Background: Superficial perivascular dermatitis, an important type of inflammatory dermatosis, comprises various skin diseases, which are difficult to distinguish by clinical manifestations and need pathological imaging observation. Coupled with its complex pathological characteristics, the subtype classification depends to a great extent on dermatopathologists. There is an urgent need to develop an efficient approach to recognize the pathological characteristics and classify the subtypes of superficial perivascular dermatitis.

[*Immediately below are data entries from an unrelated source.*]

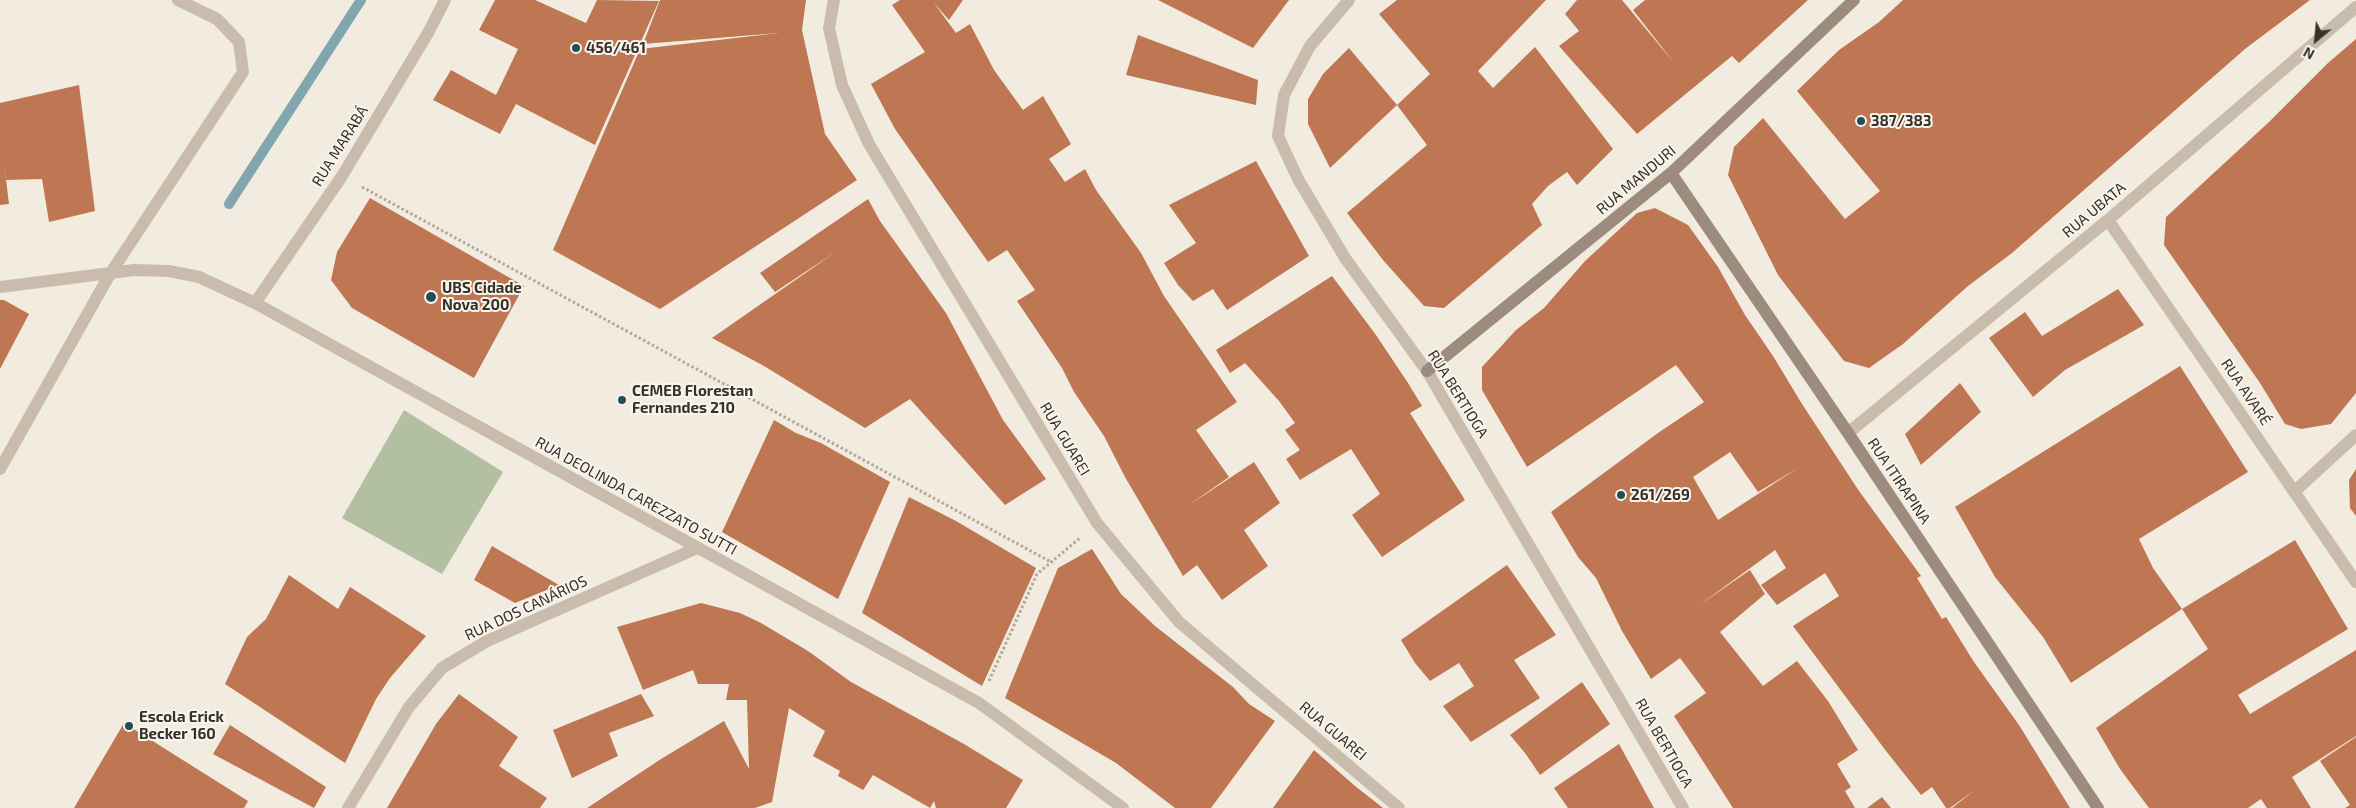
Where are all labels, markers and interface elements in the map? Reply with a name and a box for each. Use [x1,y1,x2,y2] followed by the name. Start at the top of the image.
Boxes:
[2291,15,2341,65] north arrow
[586,39,646,57] place label: 456/461
[570,42,582,54] marker: 456/461
[2300,44,2317,64] text: N
[308,102,372,190] street label: RUA MARABÁ
[1871,112,1931,130] place label: 387/383
[1855,115,1867,127] marker: 387/383
[1593,142,1679,218] street label: RUA MANDURI
[2059,178,2129,242] street label: RUA UBATA
[442,279,522,314] place label: UBS Cidade Nova 200
[424,290,438,304] marker: UBS Cidade Nova 200
[1424,347,1492,441] street label: RUA BERTIOGA
[2217,355,2275,429] street label: RUA AVARÉ
[632,382,753,417] place label: CEMEB Florestan Fernandes 210
[616,394,628,406] marker: CEMEB Florestan Fernandes 210
[1036,399,1094,479] street label: RUA GUAREI
[532,433,740,559] street label: RUA DEOLINDA CAREZZATO SUTTI
[1864,435,1934,527] street label: RUA ITIRAPINA
[1631,486,1690,504] place label: 261/269
[1615,489,1627,501] marker: 261/269
[462,572,590,644] street label: RUA DOS CANÁRIOS
[1631,695,1697,791] street label: RUA BERTIOGA
[1296,698,1370,764] street label: RUA GUAREI
[139,708,224,743] place label: Escola Erick Becker 160
[123,720,135,732] marker: Escola Erick Becker 160

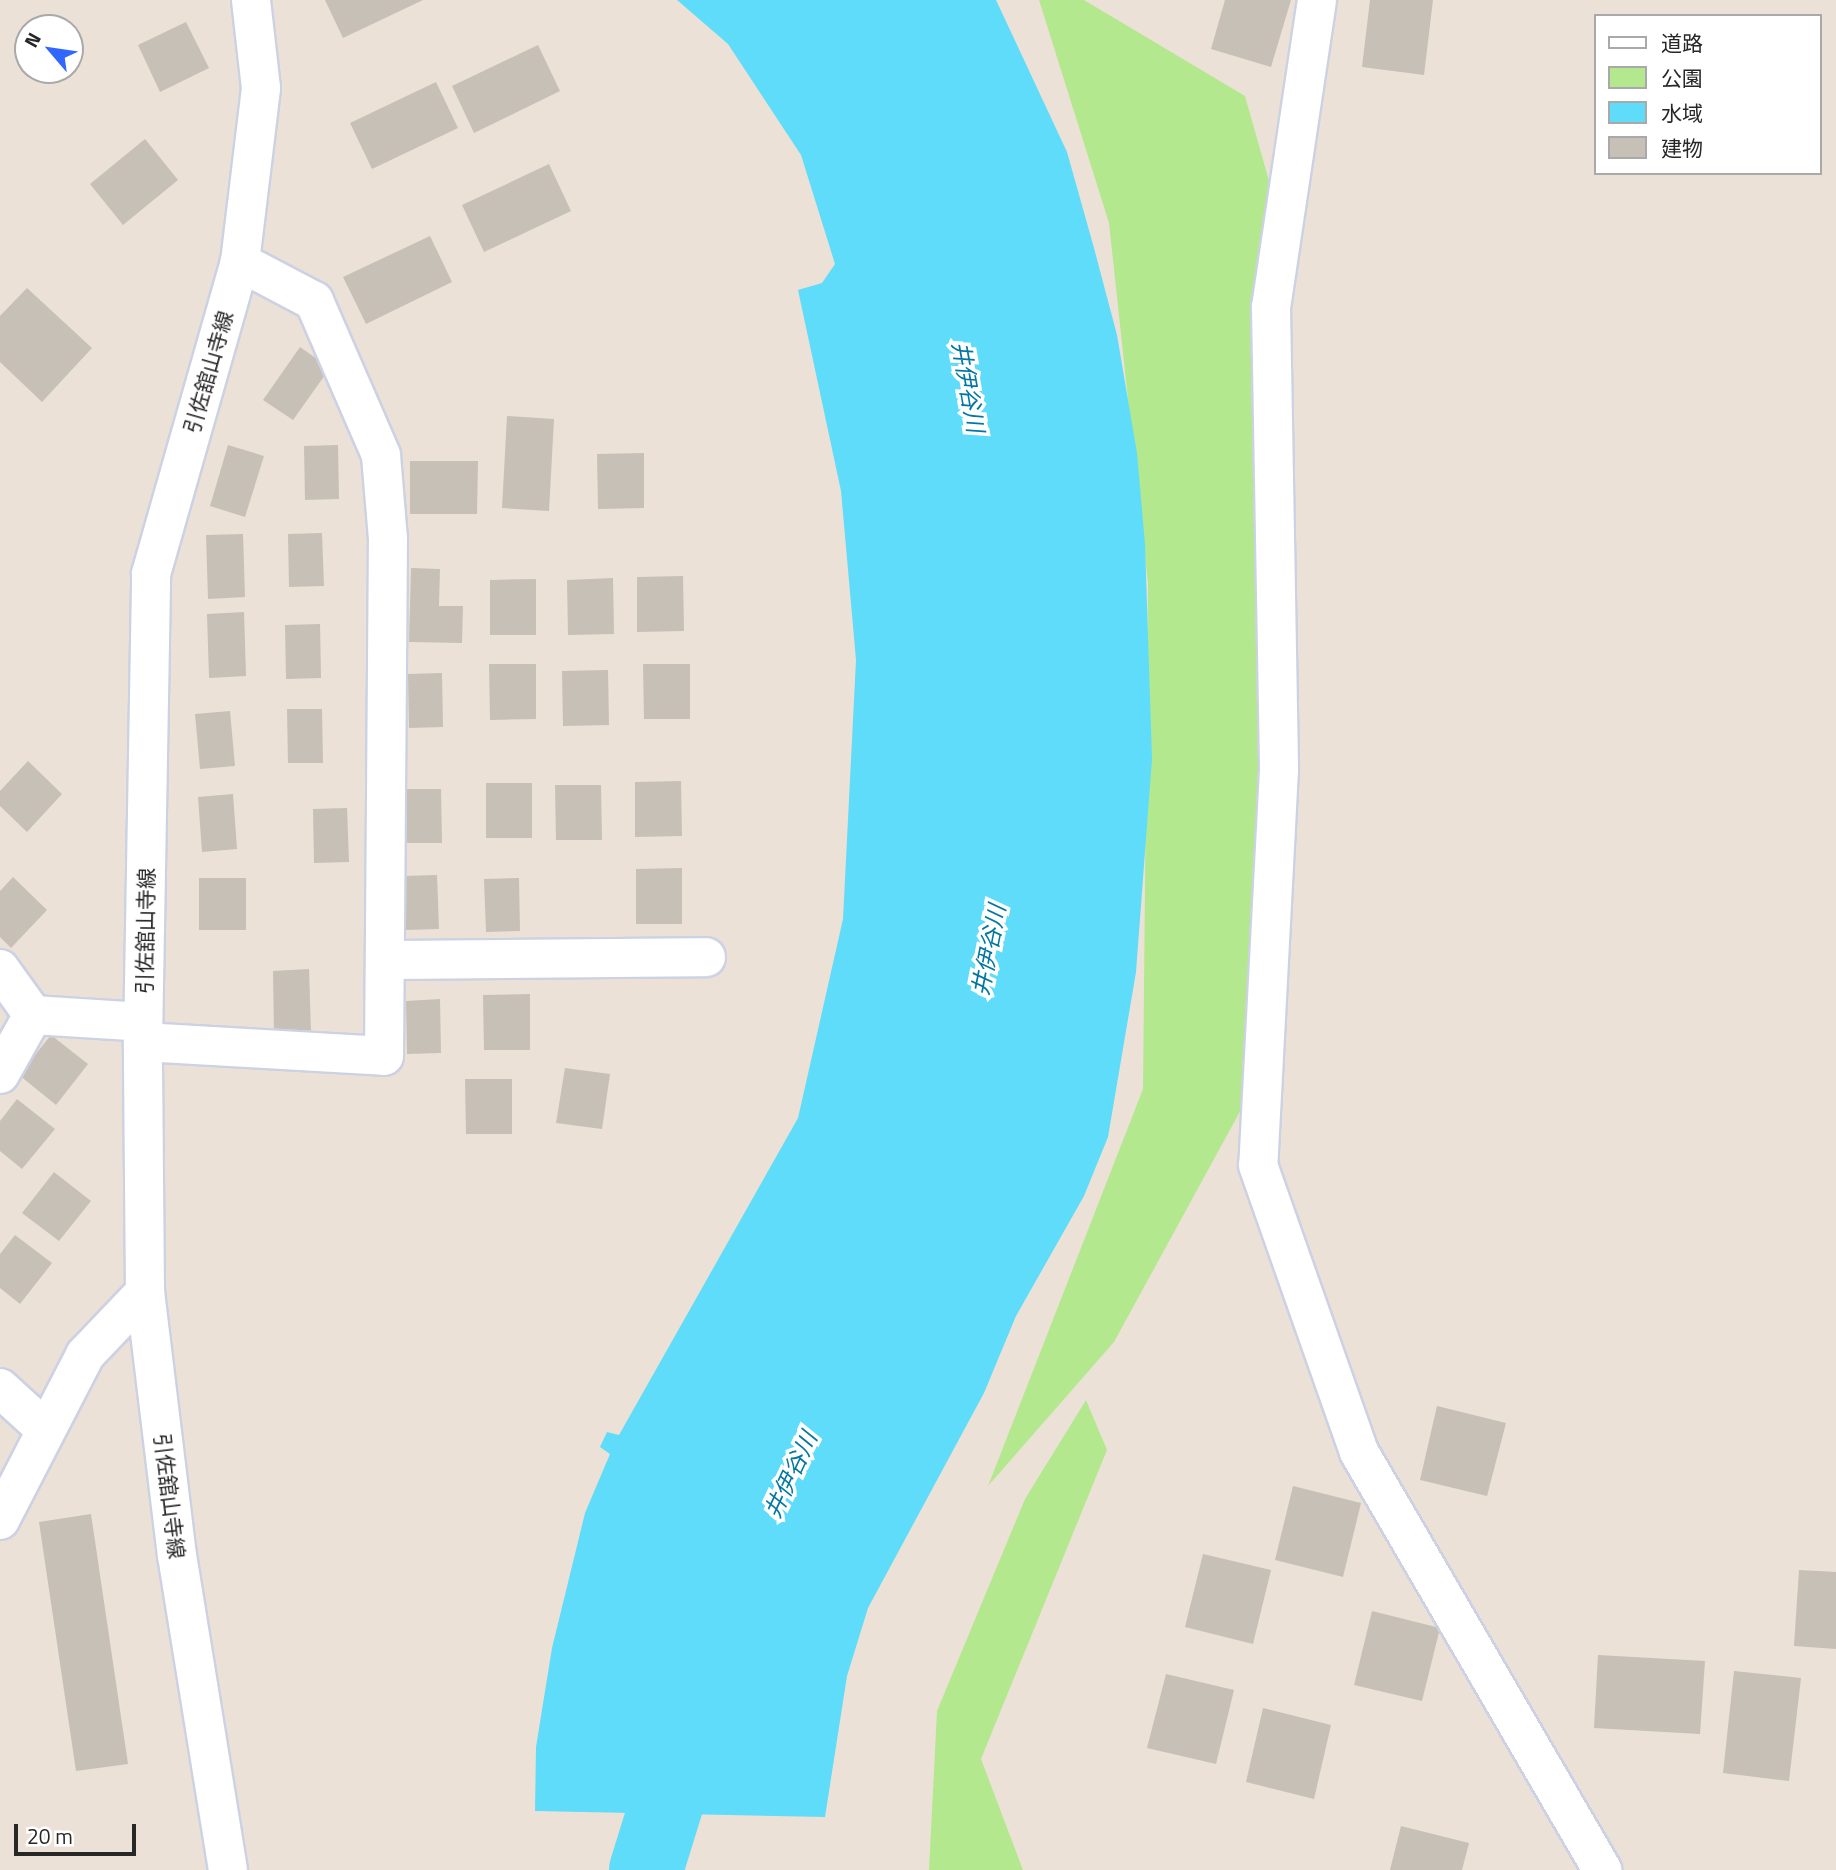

Methods: 3,954 pathological images (4 × and 10 ×) of three subtypes—psoriasiform, spongiotic and interface—of superficial perivascular dermatitis were captured from 327 cases diagnosed both clinically and pathologically. The control group comprised 1,337 pathological images of 85 normal skin tissue slides taken from the edge of benign epidermal cysts. First, senior dermatologists and dermatopathologists followed the structure–pattern analysis method to label the pathological characteristics that significantly contribute to classifying different subtypes on 4 × and 10 × images. A cascaded deep learning algorithm framework was then proposed to establish pixel-level pathological characteristics' masks and classify the subtypes by supervised learning.

Results: 13 different pathological characteristics were recognized, and the accuracy of subtype classification was 85.24%. In contrast, the accuracy of the subtype classification model without recognition was 71.35%.

Conclusion: Our cascaded deep learning model used small samples to deliver efficient recognition of pathological characteristics and subtype classification simultaneously. Moreover, the proposed method could be applied to both microscopic images and digital scanned images.